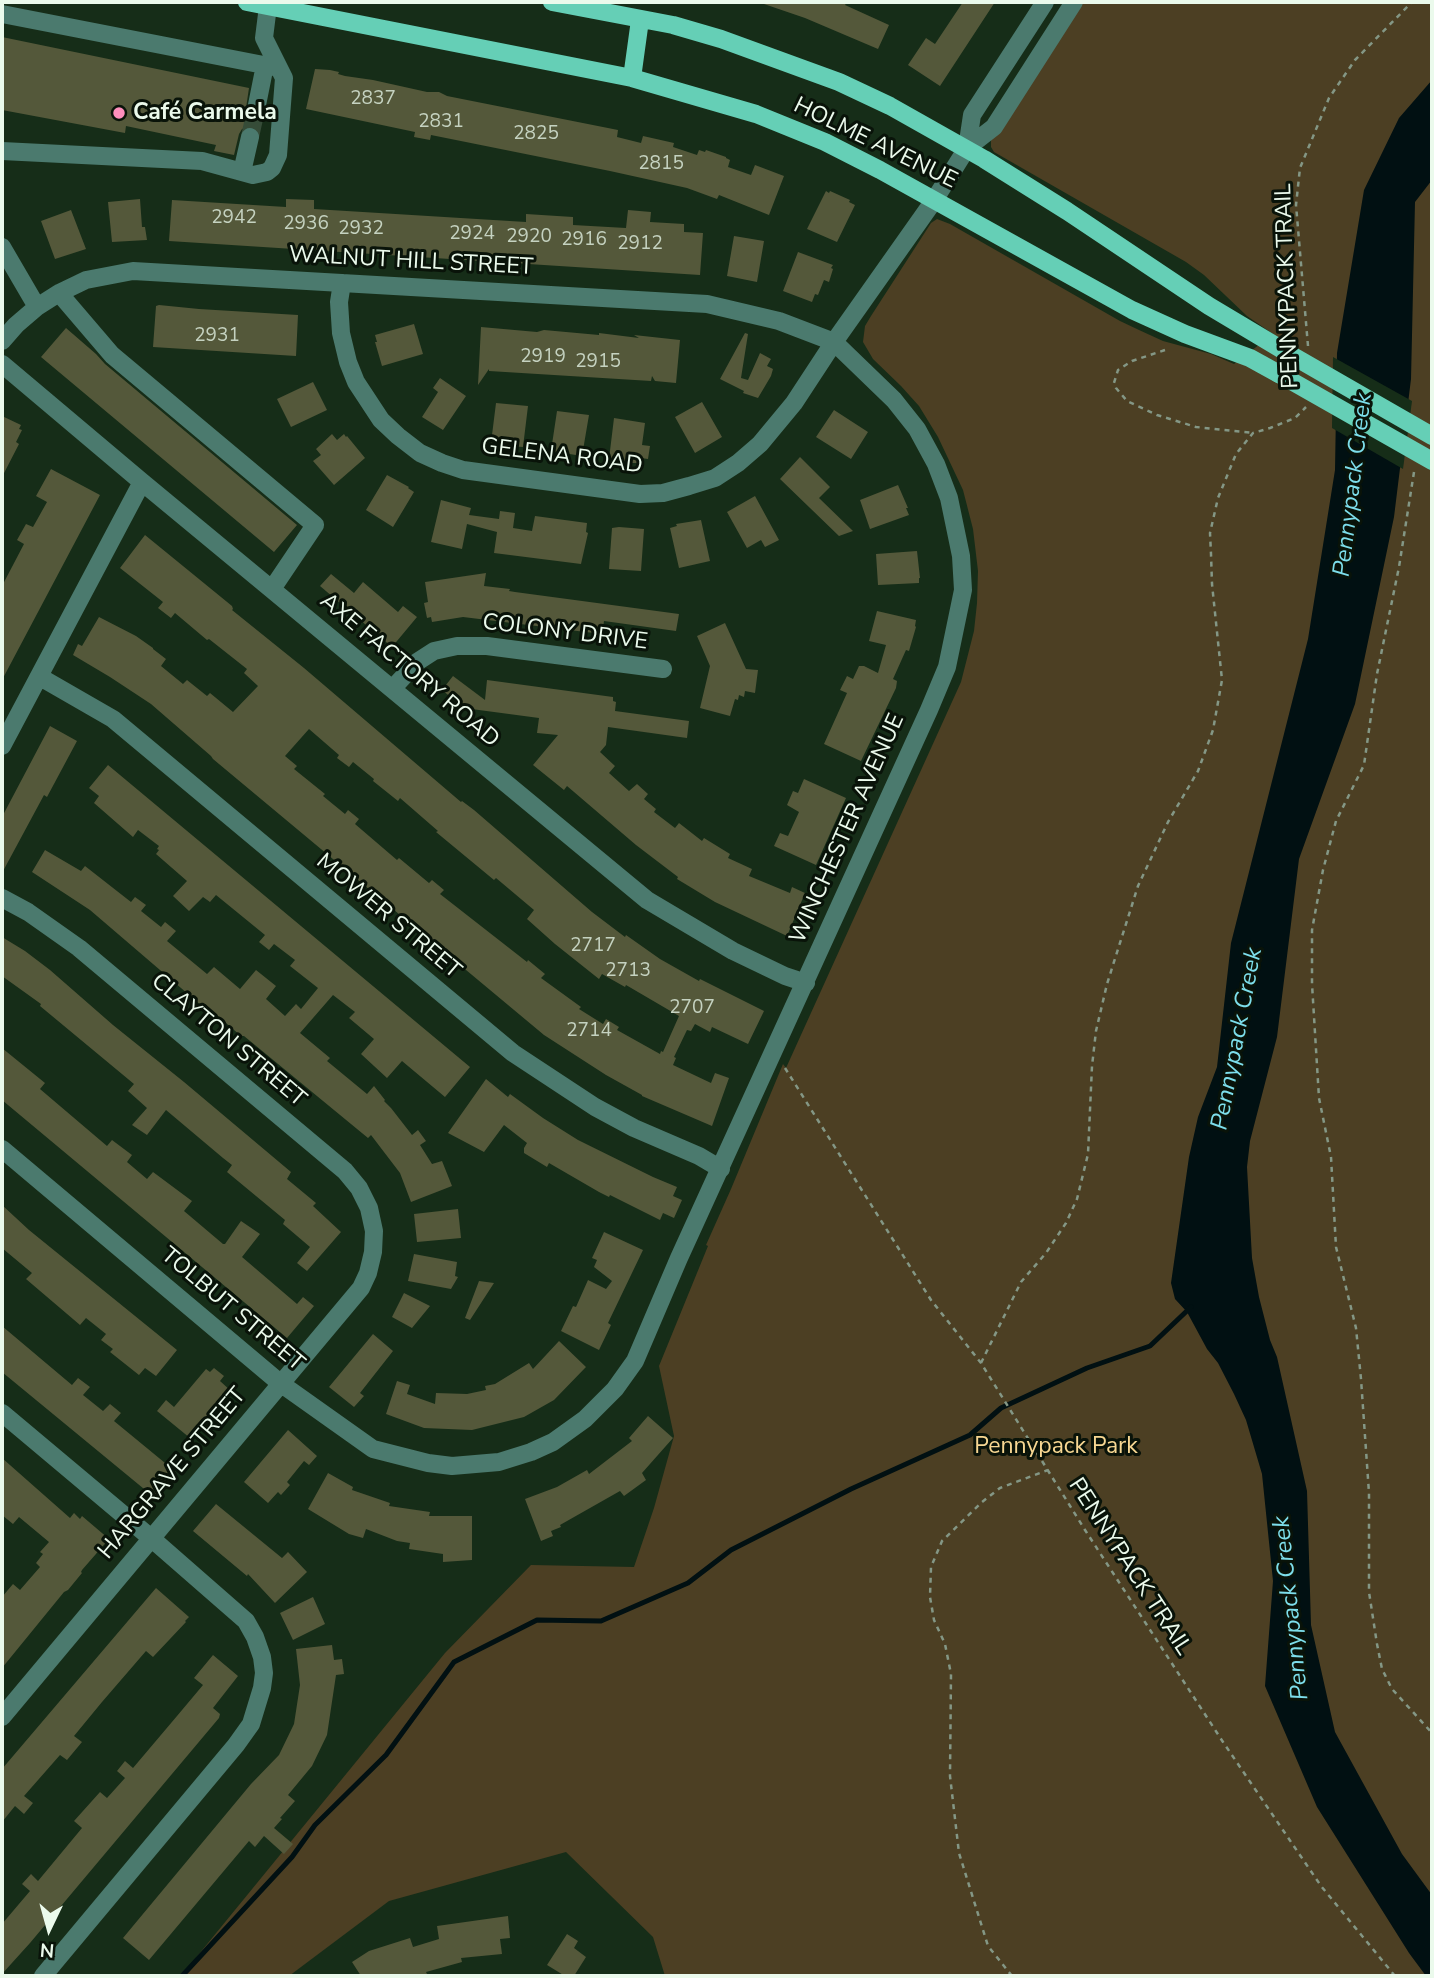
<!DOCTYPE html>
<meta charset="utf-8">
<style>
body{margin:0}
#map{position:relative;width:1434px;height:1978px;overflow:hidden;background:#162d18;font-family:"Nunito Sans",sans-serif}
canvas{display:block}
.frame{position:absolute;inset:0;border:4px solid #ebfaec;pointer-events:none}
.north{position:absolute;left:14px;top:1894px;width:70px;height:70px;-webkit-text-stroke:5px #091309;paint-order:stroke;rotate:185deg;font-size:19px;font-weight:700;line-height:28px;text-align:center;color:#ebfaec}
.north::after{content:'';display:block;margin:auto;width:24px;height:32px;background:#ebfaec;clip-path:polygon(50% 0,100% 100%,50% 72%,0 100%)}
</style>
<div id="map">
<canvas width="1434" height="1978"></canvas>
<div class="frame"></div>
<div class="north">N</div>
</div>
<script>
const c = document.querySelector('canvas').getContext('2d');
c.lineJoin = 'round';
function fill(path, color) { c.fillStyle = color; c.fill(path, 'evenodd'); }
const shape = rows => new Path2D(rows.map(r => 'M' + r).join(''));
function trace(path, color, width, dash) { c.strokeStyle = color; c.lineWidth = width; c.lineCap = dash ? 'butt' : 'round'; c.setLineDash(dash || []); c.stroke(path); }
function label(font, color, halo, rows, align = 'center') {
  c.font = font + ' "Nunito Sans",sans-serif'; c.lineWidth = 6; c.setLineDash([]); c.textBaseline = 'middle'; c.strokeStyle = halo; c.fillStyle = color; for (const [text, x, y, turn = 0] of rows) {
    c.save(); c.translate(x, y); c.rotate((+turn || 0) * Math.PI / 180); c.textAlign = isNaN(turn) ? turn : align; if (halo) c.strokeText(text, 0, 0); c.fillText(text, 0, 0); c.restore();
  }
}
fill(shape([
 [1080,2,1432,2,1432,1976,665,1976,653,1937,566,1852,389,1901,289,1976,181,1976,445,1653,531,1565,634,1567,654,1508,674,1436,659,1366,708,1246,706,1245,731,1189,783,1064,786,1068,961,682,974,631,977,603,978,571,973,529,963,490,938,437,919,406,901,386,873,359,863,342,865,326,871,316,931,223,937,219,950,224,1120,321,1139,330,1163,341,1211,354,1234,364,1273,334,1247,316,1204,275,1186,262,994,152,991,147,991,139]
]), '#4c3f23');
fill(shape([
 [1432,80,1432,180,1415,202,1411,379,1394,517,1355,704,1299,859,1277,1037,1250,1141,1247,1167,1252,1258,1259,1297,1270,1340,1277,1357,1307,1491,1311,1625,1335,1732,1402,1854,1432,1895,1432,1976,1426,1976,1409,1953,1317,1807,1265,1686,1273,1581,1262,1474,1246,1420,1234,1394,1218,1363,1207,1349,1187,1312,1175,1299,1171,1283,1189,1157,1198,1117,1217,1067,1231,943,1308,639,1335,470,1337,353,1364,190,1399,118]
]), '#011012');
fill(shape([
 [1333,357,1412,401,1403,469,1332,428]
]), '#162d18');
trace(shape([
 [182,1976,292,1857,315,1825,386,1755,454,1662,537,1620,601,1621,688,1583,731,1550,851,1489,970,1435,1001,1408,1087,1368,1150,1346,1191,1307]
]), '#011012', 5);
fill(shape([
 [765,2,847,2,845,5,889,25,878,49,805,18,764,4],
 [963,2,995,2,940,86,908,65,926,38,935,44],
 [2,37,249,88,246,108,249,113,254,116,262,115,259,130,252,126,242,129,239,134,234,155,214,151,216,145,126,126,125,133,2,110],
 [315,69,330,70,339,72,338,74,345,76,373,80,427,92,439,92,447,96,618,130,617,137,641,143,643,136,674,143,673,147,697,155,699,150,705,152,706,150,726,157,726,158,730,160,728,167,751,175,755,165,784,176,769,215,719,195,717,199,687,188,610,171,431,135,430,140,414,137,415,132,306,109],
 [826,191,829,193,830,191,850,200,849,202,855,205,837,242,807,229],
 [140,199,142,227,145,227,147,240,112,242,108,202],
 [286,199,314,200,314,209,526,222,526,214,573,217,573,225,626,228,628,210,651,212,650,222,684,224,684,232,703,233,700,275,169,241,172,200,286,207],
 [71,210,86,249,55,259,41,221],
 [734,236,764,241,757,282,727,276],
 [798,252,833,265,831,268,833,269,829,282,824,280,818,295,815,294,812,302,783,291],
 [159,305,199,309,298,315,296,356,153,347,156,306],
 [414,324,423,354,382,366,375,342,377,342,375,335],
 [481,327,537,332,544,330,599,335,599,333,639,338,634,335,680,340,676,383,655,381,652,376,651,381,489,371,489,369,478,385],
 [66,328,96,354,105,364,297,525,274,552,41,357],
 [745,333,748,334,741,378,748,380,760,353,771,359,767,366,773,369,771,376,758,398,743,393,744,391,720,379],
 [440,378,466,396,443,430,422,417,438,392,433,388],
 [313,382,327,410,291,427,277,399],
 [702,402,722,437,695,453,675,417],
 [496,403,528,406,523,447,497,445,491,443],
 [834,410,868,432,851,459,816,437],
 [557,411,589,415,582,456,551,451],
 [2,416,21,425,19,429,22,430,16,442,19,444,2,477],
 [614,418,645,423,642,445,650,446,648,459,641,458,640,463,632,463,609,459],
 [332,434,337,440,344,434,346,437,347,436,365,458,334,485,313,461,321,455,316,449],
 [800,457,830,487,819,498,853,531,839,536,780,479],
 [51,469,100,495,2,680,2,586,24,544,17,540,26,524,33,527,47,502,36,496],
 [387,475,409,487,408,488,414,492,393,527,366,510],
 [898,485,908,508,906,508,909,515,870,529,860,500],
 [755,496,779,540,765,547,761,540,747,548,727,512],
 [441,500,471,508,469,515,499,519,500,511,515,513,513,528,532,531,535,516,587,523,586,532,588,533,581,564,494,553,497,532,467,524,462,549,431,542],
 [701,520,710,561,679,568,670,528,677,526,676,524],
 [619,527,644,529,641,571,609,569,612,528],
 [145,535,232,606,233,609,232,610,304,668,461,802,462,801,474,810,592,912,625,937,626,935,660,959,699,981,700,979,764,1011,748,1044,712,1027,710,1032,695,1024,691,1031,687,1030,674,1057,676,1058,673,1065,711,1083,715,1073,729,1078,712,1126,642,1096,642,1095,606,1075,544,1035,213,759,211,756,151,704,110,677,73,655,78,644,82,646,99,617,136,636,153,648,153,649,166,659,161,666,183,684,187,680,207,696,210,693,233,712,258,686,244,673,247,669,209,639,207,640,175,613,171,618,158,608,163,602,120,568],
 [309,729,339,755,337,758,349,767,353,762,374,779,373,781,398,801,400,798,438,831,436,832,494,880,496,878,534,910,527,919,555,944,599,979,602,974,625,987,626,985,679,1016,663,1052,661,1051,660,1054,617,1030,619,1027,606,1019,603,1024,579,1009,581,1007,541,978,545,974,528,960,527,962,440,894,444,890,432,880,429,883,399,858,397,860,355,824,359,819,348,810,345,814,323,796,325,794,294,769,297,766,285,756],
 [917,551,920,578,919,578,919,583,878,585,876,554],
 [486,573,484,586,510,589,509,591,515,592,679,614,676,631,604,621,602,634,463,617,432,622,431,617,427,618,424,603,428,602,425,582],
 [331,574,354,593,363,582,398,612,403,606,417,617,392,647,320,586],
 [877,611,916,620,915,626,916,627,909,651,906,650,893,679,897,681,896,688,861,761,824,744,847,693,840,690,847,676,853,679,859,666,864,666,878,673,886,645,869,641],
 [725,623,746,669,758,670,755,693,745,691,744,697,739,695,738,700,735,699,730,716,700,708,710,666,697,636],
 [453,676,485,700,487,680,613,697,613,701,616,702,615,711,689,721,687,738,608,727,606,745,600,752,615,766,609,773,629,791,637,784,648,794,644,799,656,809,654,812,675,828,679,823,702,841,704,838,730,854,728,858,752,869,749,876,790,893,792,887,805,893,787,936,715,902,677,879,678,877,636,845,567,786,564,790,533,765,558,735,537,733,539,718,464,708,442,690],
 [50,726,77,741,47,797,44,795,2,873,2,817],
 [108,765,470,1067,445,1097,402,1061,387,1078,361,1054,374,1039,349,1018,355,1012,333,995,300,1033,330,1058,327,1061,367,1094,374,1086,385,1100,384,1101,391,1108,412,1135,418,1130,426,1141,420,1145,432,1164,442,1161,452,1186,411,1202,400,1173,371,1135,368,1138,244,1036,241,1036,212,1011,209,1012,90,910,32,872,45,850,81,871,85,866,131,902,135,897,146,905,141,911,161,927,165,922,176,931,167,941,207,974,214,967,240,989,256,970,276,986,266,999,285,1016,296,1004,301,1009,318,988,290,966,295,960,274,944,269,950,259,942,265,935,216,895,210,902,203,897,189,911,173,896,187,881,156,854,159,850,157,849,159,846,138,830,133,837,94,803,99,796,89,788],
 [804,779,846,798,816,865,774,846,780,833,788,836,799,812,787,805,793,791,798,793],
 [2,937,25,951,50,970,113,1025,184,1082,291,1172,287,1179,316,1203,313,1206,341,1232,307,1271,297,1263,310,1247,283,1224,285,1220,227,1172,232,1165,223,1158,166,1110,147,1135,132,1125,147,1108,128,1091,134,1084,40,1006,41,1004,2,976],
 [2,1048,45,1083,40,1089,107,1146,112,1140,132,1155,127,1162,147,1179,153,1172,192,1201,184,1211,223,1244,225,1244,241,1221,260,1234,242,1257,297,1304,303,1297,314,1306,287,1338,2,1100],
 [486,1079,508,1097,510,1094,543,1118,578,1140,653,1177,677,1187,673,1196,682,1200,674,1218,663,1213,660,1220,610,1195,609,1197,599,1192,549,1163,547,1167,524,1153,524,1148,527,1143,504,1125,484,1152,448,1133],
 [2,1205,29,1230,177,1350,156,1376,145,1368,139,1375,110,1352,113,1349,101,1340,106,1334,86,1318,80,1325,26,1279,32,1273,2,1248],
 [458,1209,461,1238,417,1242,414,1214],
 [604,1232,643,1250,608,1323,611,1325,599,1350,561,1331,573,1306,576,1307,588,1280,606,1289,612,1281,594,1267,597,1260,592,1258],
 [414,1254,457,1262,455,1276,458,1277,451,1289,408,1281],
 [479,1281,494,1283,470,1320,465,1318],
 [404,1293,430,1306,412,1328,392,1317],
 [2,1326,72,1385,78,1378,90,1387,83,1395,103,1411,110,1404,121,1413,114,1421,176,1472,155,1498,2,1372],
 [373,1334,393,1351,360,1393,364,1396,354,1407,329,1387],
 [559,1341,586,1367,554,1400,524,1417,472,1430,424,1428,386,1414,397,1381,410,1385,407,1394,435,1404,436,1393,467,1394,486,1390,485,1386,495,1384,529,1363,533,1369],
 [214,1368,224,1376,220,1381,231,1391,190,1438,157,1411,166,1400,174,1407,206,1369,210,1372],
 [648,1416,673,1438,642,1473,646,1480,624,1496,620,1491,560,1525,561,1527,551,1531,553,1536,541,1541,525,1499,557,1487,587,1470,589,1474,632,1441,629,1438],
 [288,1430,317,1456,309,1465,304,1461,287,1482,290,1485,281,1495,278,1492,268,1503,244,1482],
 [2,1458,70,1518,74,1513,80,1519,82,1516,109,1539,82,1570,81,1572,82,1573,68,1590,64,1592,2,1668,2,1597,13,1584,20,1590,40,1567,36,1563,43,1554,40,1552,49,1542,19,1517,13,1524,2,1515],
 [328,1473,353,1487,352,1490,390,1503,389,1506,430,1512,429,1516,472,1516,472,1560,443,1562,443,1554,409,1549,410,1543,397,1541,366,1529,363,1538,349,1534,308,1509],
 [216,1504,282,1558,288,1552,307,1572,275,1603,248,1574,247,1576,193,1531],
 [156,1588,189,1617,185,1621,186,1622,153,1657,146,1651,102,1702,74,1736,82,1742,67,1760,60,1755,24,1796,33,1803,24,1814,15,1806,2,1822,2,1769],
 [313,1597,325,1624,293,1640,280,1613],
 [332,1645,334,1660,342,1659,344,1674,336,1675,327,1735,312,1766,288,1795,295,1801,280,1818,282,1819,274,1828,293,1844,284,1854,264,1836,255,1847,249,1841,149,1960,123,1938,251,1784,279,1755,294,1724,300,1685,296,1649],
 [213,1655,238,1676,213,1708,220,1714,219,1718,30,1943,2,1974,2,1924,30,1891,22,1884,31,1874,38,1881,82,1828,74,1821,100,1792,107,1798,125,1778,117,1771,125,1761,133,1768,177,1716,203,1685,194,1678],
 [508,1916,510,1938,500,1939,502,1954,461,1958,462,1962,426,1972,428,1976,361,1976,352,1962,369,1951,410,1938,413,1947,439,1939,437,1926],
 [567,1934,578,1941,574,1948,586,1957,574,1976,565,1976,547,1965]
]), '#54583a');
trace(shape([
 [250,137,257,105]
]), '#364c38', 18, [18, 9]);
trace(shape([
 [1308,346,1296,205,1300,168,1329,98,1355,60,1412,2],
 [1165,350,1132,361,1118,370,1114,383,1116,388,1127,401,1157,415,1196,427,1253,433],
 [1414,472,1399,567,1377,674,1364,765,1336,821,1323,870,1312,930,1312,984,1319,1098,1331,1157,1336,1247,1356,1328,1361,1379,1369,1493,1369,1592,1377,1644,1382,1669,1392,1689,1432,1733],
 [785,1068,931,1300,981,1363,1085,1530,1223,1742,1321,1886,1395,1976],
 [981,1363,1021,1282,1046,1253,1066,1223,1077,1199,1088,1154,1092,1066,1096,1031,1107,984,1138,886,1168,822,1198,771,1213,730,1222,680,1212,584,1211,554,1210,533,1218,498,1236,454,1253,433,1270,428,1295,418,1306,407],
 [1012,1976,988,1946,959,1853,950,1776,951,1674,945,1644,934,1620,930,1597,931,1567,942,1541,982,1502,1000,1488,1048,1470]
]), '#849785', 2.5, [5, 5]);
trace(shape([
 [2,14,279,68],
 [257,105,265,65],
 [967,148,972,115,1045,2],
 [2,151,202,161,253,175,267,172,272,168,278,155,284,78,264,38,268,6],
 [242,172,250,137],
 [2,247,37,307],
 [342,283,339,302,341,333,348,362,356,382,381,420,398,436,420,453,442,463,463,470,640,494,663,493,689,486,715,478,738,463,760,444,794,403,834,342,935,199,967,148,994,127,1074,2],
 [59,293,112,355,315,525,272,589],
 [2,341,16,325,37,307,59,293,86,280,133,271,707,304,779,321,834,342,894,400,917,429,936,464,949,498,961,556,963,590,947,667,929,710,679,1258,635,1361,615,1389,585,1419,553,1442,531,1452,499,1462,452,1466,428,1463,373,1449,280,1383,2,1149],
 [2,364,142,482,647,900,733,951,785,976,806,983],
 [40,677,113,719,513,1053,595,1107,634,1128,699,1156,721,1169],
 [393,688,417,662,434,651,457,646,487,646,663,669],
 [2,746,142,482],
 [2,898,28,912,79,948,345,1171,359,1188,369,1208,374,1231,373,1252,368,1273,361,1288,2,1717],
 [2,1413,151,1538,246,1621,255,1637,262,1657,264,1673,262,1688,251,1724,236,1745,43,1976]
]), '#4b7a6e', 18);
trace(shape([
 [247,2,632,78,756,114,825,142,880,170,1132,310,1185,334,1250,358,1279,374],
 [552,2,673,25,721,39,839,82,890,106,984,159,1067,211,1209,306,1286,352],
 [632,78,640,20]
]), '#65cfb6', 18);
trace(shape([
 [1286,352,1432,436],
 [1279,374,1432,461]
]), '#65cfb6', 18);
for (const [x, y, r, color] of [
 [119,113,7,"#fe8ebc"]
]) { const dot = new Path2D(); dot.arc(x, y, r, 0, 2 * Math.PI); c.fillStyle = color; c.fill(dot); trace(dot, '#091309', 2.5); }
label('19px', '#c5d2c0', null, [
 ["2837",373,99],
 ["2831",441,122],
 ["2825",536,134],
 ["2815",661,164],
 ["2942",234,218],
 ["2936",306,224],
 ["2932",361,229],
 ["2924",472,234],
 ["2920",529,237],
 ["2916",584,240],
 ["2912",640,244],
 ["2931",217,336],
 ["2919",543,357],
 ["2915",598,362],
 ["2717",593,946],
 ["2713",628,971],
 ["2707",692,1008],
 ["2714",589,1031]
]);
label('bold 23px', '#ebfaec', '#091309', [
 ["Café Carmela",133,113]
], 'left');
label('23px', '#ebfaec', '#091309', [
 ["HOLME AVENUE",875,144,26],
 ["WALNUT HILL STREET",411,262,3],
 ["PENNYPACK TRAIL",1288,286,-92],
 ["GELENA ROAD",562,457,7],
 ["COLONY DRIVE",565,633,7],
 ["AXE FACTORY ROAD",409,671,40],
 ["WINCHESTER AVENUE",848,829,-66],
 ["MOWER STREET",388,917,40],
 ["CLAYTON STREET",228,1041,40],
 ["TOLBUT STREET",232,1310,40],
 ["HARGRAVE STREET",173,1474,-50],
 ["PENNYPACK TRAIL",1129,1567,57]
]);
label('23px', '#f7d792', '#091309', [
 ["Pennypack Park",1056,1447]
]);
label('italic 24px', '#7ddeeb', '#091309', [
 ["Pennypack Creek",1354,485,-83],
 ["Pennypack Creek",1238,1039,-79],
 ["Pennypack Creek",1292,1608,-96]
]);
</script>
|---|
Copy out the lines of the records above in which the string "halo" appears.

function label(font, color, halo, rows, align = 'center') {
  c.font = font + ' "Nunito Sans",sans-serif'; c.lineWidth = 6; c.setLineDash([]); c.textBaseline = 'middle'; c.strokeStyle = halo; c.fillStyle = color; for (const [text, x, y, turn = 0] of rows) {
    c.save(); c.translate(x, y); c.rotate((+turn || 0) * Math.PI / 180); c.textAlign = isNaN(turn) ? turn : align; if (halo) c.strokeText(text, 0, 0); c.fillText(text, 0, 0); c.restore();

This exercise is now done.